27.4.08

Perguntas & Respostas - Crise prejudica mais quem gasta tudo em comida

in Jornal Público

Quanto aumentaram os preços?

De Março de 2007 a Março de 2008, o índice de preços de alimentos da FAO subiu 57 por cento. Na base destes aumentos estão os cereais. No mesmo período, o milho aumentou 31 por cento, o arroz 74 por cento, a soja 87 por cento e o trigo 130 por cento.

Porque aumentaram os preços?

Por uma conjugação de factores. O primeiro teve a ver com o aumento da população, mas sobretudo com o crescimento da procura de países como a China e a Índia, que começaram a ter um nível de vida que lhes permitiu incluir carne na sua dieta. Por isso, houve mais necessidade de rações para os animais. A procura também aumentou para biocombustíveis, que começaram a competir com o sector alimentar. Por outro lado, alguns países exportadores tiveram maus anos de colheitas. O aumento do petróleo também contribui para encarecer os factores de produção, desde os fertilizantes aos transportes. Acresce ainda a especulação no mercado de futuros.

A situação é inédita?

Não, já houve outros picos, o mais grave dos quais no final dos anos 70. Mas, depois, os preços sofreram, ao contrário do que agora se prevê, uma queda abrupta. Aliás, em termos reais, os preços têm vindo sempre a cair nos últimos 30 anos. Em termos nominais, foram-se mantendo estáveis, em grande parte devido à intervenção dos Estados que, nos países ricos, subsidiam os agricultores para que estes não aumentem os preços ao consumidor, enquanto nos mais pobres, os produtores foram sendo gradualmente descapitalizados.

Quem ganha e quem perde?

Os do costume. Nos países ricos, os agricultores começaram a reagir aos preços e a plantar mais, prevendo-se que Estados Unidos, Austrália, França e Canadá sejam recompensados. Outros países emergentes, como o Brasil e a Argentina, também podem sair a ganhar. Mas também haverá perdedores no mundo desenvolvido, pois há países que são grandes importadores e a balança comercial tende a ressentir-se, como é o caso de Portugal. África e Ásia perdem em toda a linha, com algumas excepções. Mas quem fica realmente a perder é quem tem menos. Os mais pobres, que gastam mais de metade do seu orçamento em comida, têm de racionar ainda mais. E as zonas rurais, onde se aninha boa parte da pobreza mundial, também não está a ganhar nada com a situação, pois, além de não receberem mais pela alta dos preços, são também consumidoras de alimentos. E a fome começa a ganhar raízes mais profundas nas zonas urbanos das nações em desenvolvimento.

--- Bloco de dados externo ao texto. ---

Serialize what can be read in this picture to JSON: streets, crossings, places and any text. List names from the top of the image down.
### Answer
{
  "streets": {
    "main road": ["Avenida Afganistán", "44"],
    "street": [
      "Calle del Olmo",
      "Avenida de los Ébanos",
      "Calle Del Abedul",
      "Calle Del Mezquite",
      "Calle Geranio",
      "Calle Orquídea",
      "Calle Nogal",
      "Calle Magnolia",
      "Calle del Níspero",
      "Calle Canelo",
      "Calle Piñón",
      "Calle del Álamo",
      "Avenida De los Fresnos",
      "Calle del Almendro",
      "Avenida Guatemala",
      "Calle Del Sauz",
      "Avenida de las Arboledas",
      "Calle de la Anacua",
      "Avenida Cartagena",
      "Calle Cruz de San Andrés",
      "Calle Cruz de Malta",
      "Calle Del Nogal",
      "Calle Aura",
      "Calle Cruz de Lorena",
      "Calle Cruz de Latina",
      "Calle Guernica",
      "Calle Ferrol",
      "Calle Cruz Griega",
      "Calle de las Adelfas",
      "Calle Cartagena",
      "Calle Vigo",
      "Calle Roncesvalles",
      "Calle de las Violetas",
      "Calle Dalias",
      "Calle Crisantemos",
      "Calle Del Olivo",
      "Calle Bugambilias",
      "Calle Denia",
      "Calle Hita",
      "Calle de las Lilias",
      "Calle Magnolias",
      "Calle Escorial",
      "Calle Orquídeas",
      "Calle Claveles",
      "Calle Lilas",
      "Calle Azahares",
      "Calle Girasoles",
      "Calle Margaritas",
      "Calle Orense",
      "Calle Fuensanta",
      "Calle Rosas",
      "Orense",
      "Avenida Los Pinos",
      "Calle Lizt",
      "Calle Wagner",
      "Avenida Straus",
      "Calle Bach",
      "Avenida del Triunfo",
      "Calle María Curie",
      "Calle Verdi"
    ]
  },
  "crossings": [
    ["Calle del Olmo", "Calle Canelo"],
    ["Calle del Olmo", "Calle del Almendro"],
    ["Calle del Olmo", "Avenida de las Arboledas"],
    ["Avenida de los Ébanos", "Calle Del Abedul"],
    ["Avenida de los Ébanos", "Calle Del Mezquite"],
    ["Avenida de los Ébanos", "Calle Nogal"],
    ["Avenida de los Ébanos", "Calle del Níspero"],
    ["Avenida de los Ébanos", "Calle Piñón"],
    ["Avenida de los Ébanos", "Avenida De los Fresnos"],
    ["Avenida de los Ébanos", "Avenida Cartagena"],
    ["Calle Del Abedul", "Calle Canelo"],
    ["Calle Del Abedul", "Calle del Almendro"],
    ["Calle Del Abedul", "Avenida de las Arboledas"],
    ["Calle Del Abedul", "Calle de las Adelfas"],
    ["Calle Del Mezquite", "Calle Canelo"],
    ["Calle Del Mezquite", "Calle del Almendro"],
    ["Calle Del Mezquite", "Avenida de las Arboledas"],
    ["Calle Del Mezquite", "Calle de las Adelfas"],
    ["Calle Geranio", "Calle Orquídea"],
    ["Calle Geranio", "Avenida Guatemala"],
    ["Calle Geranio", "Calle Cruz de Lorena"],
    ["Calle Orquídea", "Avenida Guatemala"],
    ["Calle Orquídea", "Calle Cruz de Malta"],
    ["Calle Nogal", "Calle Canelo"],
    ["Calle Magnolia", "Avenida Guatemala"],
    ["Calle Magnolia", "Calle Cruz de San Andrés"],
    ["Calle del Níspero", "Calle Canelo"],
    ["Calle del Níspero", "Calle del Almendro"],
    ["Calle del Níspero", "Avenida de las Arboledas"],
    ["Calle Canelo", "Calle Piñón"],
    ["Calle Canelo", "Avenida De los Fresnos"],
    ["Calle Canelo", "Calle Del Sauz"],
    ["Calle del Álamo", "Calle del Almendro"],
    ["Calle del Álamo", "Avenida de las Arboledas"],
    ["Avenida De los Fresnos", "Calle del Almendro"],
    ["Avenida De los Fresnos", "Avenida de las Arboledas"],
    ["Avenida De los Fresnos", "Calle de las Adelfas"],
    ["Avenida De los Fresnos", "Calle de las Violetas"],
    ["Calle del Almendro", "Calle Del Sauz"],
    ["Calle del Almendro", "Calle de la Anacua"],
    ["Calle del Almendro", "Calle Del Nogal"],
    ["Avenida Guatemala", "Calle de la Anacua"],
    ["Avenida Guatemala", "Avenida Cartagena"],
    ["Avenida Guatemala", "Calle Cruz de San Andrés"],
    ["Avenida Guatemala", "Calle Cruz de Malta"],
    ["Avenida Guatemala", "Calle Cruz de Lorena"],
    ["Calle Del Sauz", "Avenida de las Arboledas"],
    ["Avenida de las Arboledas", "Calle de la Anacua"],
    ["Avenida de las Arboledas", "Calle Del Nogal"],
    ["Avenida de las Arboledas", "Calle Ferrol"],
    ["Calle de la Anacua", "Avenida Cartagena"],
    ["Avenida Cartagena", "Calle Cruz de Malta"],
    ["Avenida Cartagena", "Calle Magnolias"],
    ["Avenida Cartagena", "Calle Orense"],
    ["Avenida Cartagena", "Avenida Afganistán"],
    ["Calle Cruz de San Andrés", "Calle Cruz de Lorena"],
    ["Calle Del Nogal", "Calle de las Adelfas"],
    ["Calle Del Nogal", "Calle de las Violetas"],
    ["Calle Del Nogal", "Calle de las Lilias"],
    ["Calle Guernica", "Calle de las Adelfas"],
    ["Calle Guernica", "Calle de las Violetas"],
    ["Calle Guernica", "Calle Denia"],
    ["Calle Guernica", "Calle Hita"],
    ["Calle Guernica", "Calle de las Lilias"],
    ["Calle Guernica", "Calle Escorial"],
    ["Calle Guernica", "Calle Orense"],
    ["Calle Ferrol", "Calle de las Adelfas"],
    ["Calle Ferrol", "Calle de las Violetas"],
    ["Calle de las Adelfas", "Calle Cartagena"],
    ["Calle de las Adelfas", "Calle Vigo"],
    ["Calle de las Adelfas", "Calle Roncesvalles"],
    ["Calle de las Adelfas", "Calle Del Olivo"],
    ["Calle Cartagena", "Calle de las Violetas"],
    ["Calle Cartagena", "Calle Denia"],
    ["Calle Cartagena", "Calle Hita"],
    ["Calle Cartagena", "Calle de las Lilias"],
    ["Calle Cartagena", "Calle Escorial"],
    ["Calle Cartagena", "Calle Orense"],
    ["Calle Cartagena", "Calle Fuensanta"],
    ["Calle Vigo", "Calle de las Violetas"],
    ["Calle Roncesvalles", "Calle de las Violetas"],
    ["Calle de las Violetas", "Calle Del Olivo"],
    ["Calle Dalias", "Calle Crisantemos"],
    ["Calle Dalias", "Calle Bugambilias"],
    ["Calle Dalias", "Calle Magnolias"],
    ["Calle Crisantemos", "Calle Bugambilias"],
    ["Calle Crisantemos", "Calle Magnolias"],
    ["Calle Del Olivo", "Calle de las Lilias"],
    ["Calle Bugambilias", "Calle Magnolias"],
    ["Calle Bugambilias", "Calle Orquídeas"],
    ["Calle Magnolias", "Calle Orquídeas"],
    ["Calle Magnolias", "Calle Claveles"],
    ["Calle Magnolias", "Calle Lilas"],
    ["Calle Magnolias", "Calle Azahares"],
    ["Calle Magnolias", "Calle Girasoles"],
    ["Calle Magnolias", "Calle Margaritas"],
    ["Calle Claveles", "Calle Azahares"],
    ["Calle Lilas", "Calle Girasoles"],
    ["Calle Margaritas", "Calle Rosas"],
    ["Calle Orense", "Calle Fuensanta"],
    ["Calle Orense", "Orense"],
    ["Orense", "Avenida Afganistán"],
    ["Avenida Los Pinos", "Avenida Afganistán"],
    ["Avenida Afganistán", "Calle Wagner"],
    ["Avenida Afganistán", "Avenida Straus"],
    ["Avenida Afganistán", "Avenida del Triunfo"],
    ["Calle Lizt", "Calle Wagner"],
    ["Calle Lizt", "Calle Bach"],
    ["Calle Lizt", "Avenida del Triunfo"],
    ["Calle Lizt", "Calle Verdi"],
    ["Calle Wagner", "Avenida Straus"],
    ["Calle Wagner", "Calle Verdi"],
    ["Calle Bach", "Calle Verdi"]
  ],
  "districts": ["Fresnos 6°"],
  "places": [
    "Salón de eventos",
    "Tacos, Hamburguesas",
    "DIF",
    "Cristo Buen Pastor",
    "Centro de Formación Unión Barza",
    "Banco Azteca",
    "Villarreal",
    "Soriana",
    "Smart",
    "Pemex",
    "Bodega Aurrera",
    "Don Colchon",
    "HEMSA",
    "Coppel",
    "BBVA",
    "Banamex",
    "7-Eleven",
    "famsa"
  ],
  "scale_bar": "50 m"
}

Há realmente falta de comida no mundo?

Não. Apesar da queda na oferta e das baixas reservas, ainda há alimentos até às próximas colheitas, diz a FAO. Mas há um problema grave de acesso a estes produtos, que se agravou imenso com a actual alta de preços.

Terá o planeta capacidade de resposta para a crescente população mundial?

Se todos consumissem como os países ricos, de forma alguma. Isso ficou agora muito claro. Mas a agricultura já está a responder à crescente procura e prevêem-se boas colheitas no Verão, o que poderá aliviar a pressão sobre os preços. Mas nada voltará a ser como antes.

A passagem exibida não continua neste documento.